With the wild cards successfully played we moved onto the fried Brussels sprouts. Ranging from slightly charred to perfectly cooked, these sprouts offer a variety of tastes and textures on their own. They are then tossed with anchovies and capers for some salt and walnuts for extra crunch. There was also the perfect hint of sweetness throughout the dish which my taste parts noted as balsamic vinegar or a reduction, but it’s not listed on the menu so I can’t say with 100% certainty. Arguably as good as Melt’s sprouts in cherry lambic glaze, Lolita’s sprouts number amongst my favorite preparations of these tiny cabbages for both taste and approach. Finally we came to the pizza. Topped with a couple of soft cooked eggs, parmesan, rosemary, and gorgeous flakes of duck prosciutto this simple little pizza was the perfect marriage of sweet, salty, fatty, cheesy, and carbs. As fantastic as it was, a solid “B” for sure, in light of the three other “A” plates it just felt a little flat. Accompanied by less ambitious sides I’m sure it would’ve shined, but with the livers and the marrow on the table, few things would have seemed as bold and flavorful.

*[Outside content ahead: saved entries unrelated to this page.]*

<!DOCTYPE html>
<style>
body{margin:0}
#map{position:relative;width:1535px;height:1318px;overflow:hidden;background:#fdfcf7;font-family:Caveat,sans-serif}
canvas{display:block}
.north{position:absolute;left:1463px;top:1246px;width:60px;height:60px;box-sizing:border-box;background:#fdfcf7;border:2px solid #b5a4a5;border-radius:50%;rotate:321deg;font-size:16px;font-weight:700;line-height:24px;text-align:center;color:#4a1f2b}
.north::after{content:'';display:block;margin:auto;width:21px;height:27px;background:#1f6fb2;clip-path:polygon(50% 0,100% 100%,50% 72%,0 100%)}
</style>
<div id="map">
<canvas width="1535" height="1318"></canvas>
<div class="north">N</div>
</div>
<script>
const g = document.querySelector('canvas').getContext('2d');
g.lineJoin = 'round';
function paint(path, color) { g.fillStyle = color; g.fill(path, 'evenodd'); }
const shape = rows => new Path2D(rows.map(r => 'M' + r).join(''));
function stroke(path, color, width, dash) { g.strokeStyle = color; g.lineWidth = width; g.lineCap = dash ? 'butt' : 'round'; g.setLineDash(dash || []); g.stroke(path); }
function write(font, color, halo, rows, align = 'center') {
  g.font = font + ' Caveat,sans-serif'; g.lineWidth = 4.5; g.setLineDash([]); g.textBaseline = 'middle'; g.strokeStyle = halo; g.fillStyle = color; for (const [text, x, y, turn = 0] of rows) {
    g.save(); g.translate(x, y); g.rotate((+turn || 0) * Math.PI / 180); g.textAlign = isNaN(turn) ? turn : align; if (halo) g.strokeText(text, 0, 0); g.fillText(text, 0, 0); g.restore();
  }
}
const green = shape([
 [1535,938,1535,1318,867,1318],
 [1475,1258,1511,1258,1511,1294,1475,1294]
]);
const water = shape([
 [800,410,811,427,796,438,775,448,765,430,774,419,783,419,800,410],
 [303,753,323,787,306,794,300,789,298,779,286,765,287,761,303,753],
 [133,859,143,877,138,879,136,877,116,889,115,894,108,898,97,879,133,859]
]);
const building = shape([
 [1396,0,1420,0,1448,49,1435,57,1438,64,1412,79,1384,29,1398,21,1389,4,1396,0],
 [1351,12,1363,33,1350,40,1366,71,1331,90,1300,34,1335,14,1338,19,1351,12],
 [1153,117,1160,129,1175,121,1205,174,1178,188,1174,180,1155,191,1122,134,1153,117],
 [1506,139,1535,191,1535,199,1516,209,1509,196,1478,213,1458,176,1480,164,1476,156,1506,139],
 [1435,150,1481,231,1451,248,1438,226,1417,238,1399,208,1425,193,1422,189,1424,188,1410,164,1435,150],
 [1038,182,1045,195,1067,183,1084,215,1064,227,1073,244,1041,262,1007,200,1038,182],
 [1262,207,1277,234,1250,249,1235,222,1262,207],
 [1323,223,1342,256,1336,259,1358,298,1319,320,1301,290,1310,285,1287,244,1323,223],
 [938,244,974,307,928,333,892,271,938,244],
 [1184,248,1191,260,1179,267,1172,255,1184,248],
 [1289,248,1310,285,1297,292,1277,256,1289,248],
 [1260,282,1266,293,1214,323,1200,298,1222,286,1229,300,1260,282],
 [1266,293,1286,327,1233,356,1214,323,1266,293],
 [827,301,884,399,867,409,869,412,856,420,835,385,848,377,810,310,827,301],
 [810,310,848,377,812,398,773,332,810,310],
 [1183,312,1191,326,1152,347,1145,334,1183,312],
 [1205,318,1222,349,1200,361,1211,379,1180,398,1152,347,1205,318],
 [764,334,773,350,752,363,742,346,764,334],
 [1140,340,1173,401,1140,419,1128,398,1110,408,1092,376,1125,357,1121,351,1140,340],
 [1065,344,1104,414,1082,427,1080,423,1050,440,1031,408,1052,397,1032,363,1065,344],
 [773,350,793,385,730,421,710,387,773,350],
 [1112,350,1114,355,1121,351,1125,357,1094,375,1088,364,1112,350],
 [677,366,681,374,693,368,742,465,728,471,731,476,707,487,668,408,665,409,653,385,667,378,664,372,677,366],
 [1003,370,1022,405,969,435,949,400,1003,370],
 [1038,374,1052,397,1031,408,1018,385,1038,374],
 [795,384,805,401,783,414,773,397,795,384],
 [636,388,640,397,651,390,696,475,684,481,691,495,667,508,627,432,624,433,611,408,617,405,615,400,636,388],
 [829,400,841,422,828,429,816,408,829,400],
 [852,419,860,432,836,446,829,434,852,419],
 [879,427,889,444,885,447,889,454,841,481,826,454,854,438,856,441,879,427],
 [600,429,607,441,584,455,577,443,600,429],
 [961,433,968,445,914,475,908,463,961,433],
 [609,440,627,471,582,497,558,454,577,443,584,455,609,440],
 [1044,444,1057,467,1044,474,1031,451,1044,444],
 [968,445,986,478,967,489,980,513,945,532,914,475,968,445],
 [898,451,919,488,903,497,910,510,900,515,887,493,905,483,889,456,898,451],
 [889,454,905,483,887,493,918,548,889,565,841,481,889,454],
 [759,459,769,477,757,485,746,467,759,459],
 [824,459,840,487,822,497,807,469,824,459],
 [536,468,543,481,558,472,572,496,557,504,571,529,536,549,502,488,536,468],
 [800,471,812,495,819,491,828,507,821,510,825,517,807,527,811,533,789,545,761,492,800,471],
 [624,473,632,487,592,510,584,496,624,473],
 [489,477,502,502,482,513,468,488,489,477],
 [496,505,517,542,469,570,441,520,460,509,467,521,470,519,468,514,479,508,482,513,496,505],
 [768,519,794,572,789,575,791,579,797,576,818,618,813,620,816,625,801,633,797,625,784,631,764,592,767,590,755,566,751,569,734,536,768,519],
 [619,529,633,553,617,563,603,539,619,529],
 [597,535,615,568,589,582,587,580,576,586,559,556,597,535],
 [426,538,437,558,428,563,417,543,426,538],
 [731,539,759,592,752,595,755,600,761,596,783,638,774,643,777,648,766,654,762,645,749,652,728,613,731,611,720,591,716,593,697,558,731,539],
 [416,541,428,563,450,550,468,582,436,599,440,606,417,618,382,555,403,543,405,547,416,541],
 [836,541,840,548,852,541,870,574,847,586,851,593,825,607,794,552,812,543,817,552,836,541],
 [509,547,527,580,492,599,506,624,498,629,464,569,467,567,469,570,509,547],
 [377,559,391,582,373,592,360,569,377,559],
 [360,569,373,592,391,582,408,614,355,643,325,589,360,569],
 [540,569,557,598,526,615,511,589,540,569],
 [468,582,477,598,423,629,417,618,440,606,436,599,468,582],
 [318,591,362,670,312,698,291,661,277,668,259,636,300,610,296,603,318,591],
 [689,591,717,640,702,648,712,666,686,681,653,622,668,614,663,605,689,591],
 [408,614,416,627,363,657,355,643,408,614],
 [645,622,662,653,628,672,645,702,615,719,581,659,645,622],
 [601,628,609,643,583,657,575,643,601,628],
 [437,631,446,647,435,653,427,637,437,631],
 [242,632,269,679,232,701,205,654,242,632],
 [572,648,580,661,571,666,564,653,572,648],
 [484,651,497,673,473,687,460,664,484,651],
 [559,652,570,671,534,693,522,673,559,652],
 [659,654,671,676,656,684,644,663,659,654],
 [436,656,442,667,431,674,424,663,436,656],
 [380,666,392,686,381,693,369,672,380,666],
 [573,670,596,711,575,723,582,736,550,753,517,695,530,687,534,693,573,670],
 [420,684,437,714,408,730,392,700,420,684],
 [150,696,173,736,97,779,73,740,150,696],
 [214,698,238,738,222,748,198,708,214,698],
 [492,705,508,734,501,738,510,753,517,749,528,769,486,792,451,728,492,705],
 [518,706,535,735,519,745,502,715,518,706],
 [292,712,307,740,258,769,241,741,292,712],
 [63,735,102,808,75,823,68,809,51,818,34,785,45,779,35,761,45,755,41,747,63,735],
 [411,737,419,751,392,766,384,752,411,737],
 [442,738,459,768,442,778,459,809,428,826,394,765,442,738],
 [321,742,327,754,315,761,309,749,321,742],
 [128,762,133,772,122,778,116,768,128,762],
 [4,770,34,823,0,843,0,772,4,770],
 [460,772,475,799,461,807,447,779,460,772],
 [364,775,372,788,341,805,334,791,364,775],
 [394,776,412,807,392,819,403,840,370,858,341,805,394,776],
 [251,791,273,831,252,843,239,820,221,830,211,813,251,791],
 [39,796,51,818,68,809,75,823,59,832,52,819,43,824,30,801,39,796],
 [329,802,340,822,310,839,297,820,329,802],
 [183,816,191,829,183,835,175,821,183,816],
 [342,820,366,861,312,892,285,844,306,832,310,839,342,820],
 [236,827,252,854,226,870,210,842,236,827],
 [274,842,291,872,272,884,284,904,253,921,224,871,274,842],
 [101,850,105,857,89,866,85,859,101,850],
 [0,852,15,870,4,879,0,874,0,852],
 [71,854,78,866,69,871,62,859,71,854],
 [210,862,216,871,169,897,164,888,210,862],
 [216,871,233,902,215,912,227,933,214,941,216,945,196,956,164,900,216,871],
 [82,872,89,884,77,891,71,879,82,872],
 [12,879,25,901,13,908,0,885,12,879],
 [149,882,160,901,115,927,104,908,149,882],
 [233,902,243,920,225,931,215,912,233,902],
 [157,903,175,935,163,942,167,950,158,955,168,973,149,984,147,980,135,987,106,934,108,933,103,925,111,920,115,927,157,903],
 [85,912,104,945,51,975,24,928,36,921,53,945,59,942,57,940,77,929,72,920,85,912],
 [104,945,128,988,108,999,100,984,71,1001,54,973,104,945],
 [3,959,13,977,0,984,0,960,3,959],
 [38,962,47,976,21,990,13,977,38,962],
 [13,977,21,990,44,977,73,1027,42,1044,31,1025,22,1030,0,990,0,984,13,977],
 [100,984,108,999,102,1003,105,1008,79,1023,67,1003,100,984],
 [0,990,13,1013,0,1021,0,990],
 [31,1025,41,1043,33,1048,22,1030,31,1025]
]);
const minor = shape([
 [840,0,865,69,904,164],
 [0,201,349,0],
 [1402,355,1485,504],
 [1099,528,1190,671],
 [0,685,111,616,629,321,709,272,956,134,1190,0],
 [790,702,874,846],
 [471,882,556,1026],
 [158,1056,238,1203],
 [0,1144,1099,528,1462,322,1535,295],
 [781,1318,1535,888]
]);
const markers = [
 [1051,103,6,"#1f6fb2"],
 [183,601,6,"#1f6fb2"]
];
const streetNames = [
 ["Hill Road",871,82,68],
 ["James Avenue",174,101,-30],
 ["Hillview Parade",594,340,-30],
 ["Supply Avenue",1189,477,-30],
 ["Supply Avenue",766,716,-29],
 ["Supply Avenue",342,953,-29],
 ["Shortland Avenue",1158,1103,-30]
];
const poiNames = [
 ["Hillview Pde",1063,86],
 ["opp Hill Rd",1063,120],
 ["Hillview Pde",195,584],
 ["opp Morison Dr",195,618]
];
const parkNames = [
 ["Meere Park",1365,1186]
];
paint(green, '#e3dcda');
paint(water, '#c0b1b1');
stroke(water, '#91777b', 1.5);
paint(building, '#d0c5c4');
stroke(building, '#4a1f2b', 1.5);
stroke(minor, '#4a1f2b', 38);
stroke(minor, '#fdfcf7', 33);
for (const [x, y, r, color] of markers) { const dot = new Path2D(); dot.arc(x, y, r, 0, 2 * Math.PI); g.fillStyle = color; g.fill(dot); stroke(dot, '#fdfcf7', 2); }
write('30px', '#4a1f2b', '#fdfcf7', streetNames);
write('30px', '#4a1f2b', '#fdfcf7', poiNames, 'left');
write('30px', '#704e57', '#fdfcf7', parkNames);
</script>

Full and more than satisfied we hung around to finish our beers before making our way to Edison’s Pub for a night cap. We were lucky enough to find Stone’s Sublimely Self-Righteous Ale and Kentucky Bourbon Barrel Ale on tap and had a few. The Bourbon Barrel ale is golden in color and produces a modest head with little lacing. It smells primarily of malt with hints of oak and maple. Its primary flavor is malt mingling with the woodiness of the barrel aging, with hints of vanilla and maple from the residual bourbon. A wonderful, hearty “dessert” beer if ever there was one. The Stone offering is on the completely opposite end of the spectrum. Classified as an American black ale and clocking in at 8.7 ABV the Sublimely Self-Righteous Ale is not to be trifled with. Its nearly pitch black in a glass with a small head and modest lacing. Its faint aroma is a mixture of hops and dark malts, both of which are subtle. With such an subtle fragrance I was surprised by how much depth of flavor this beer has—it’s from Stone so I shouldn’t have been. There’s a quick jab of malty-ness at first which I quickly overwhelmed by the dueling flavors of dark roasted malt and a heavy dose of pine-then-citrus hops. All together an amazing, flavorful, powerful but balanced beer, and proof contrary to my long held belief that black IPAs are generally unsatisfying. I realize that this isn’t technically a black IPA, but it does prove that dark beers can be made hoppy successfully.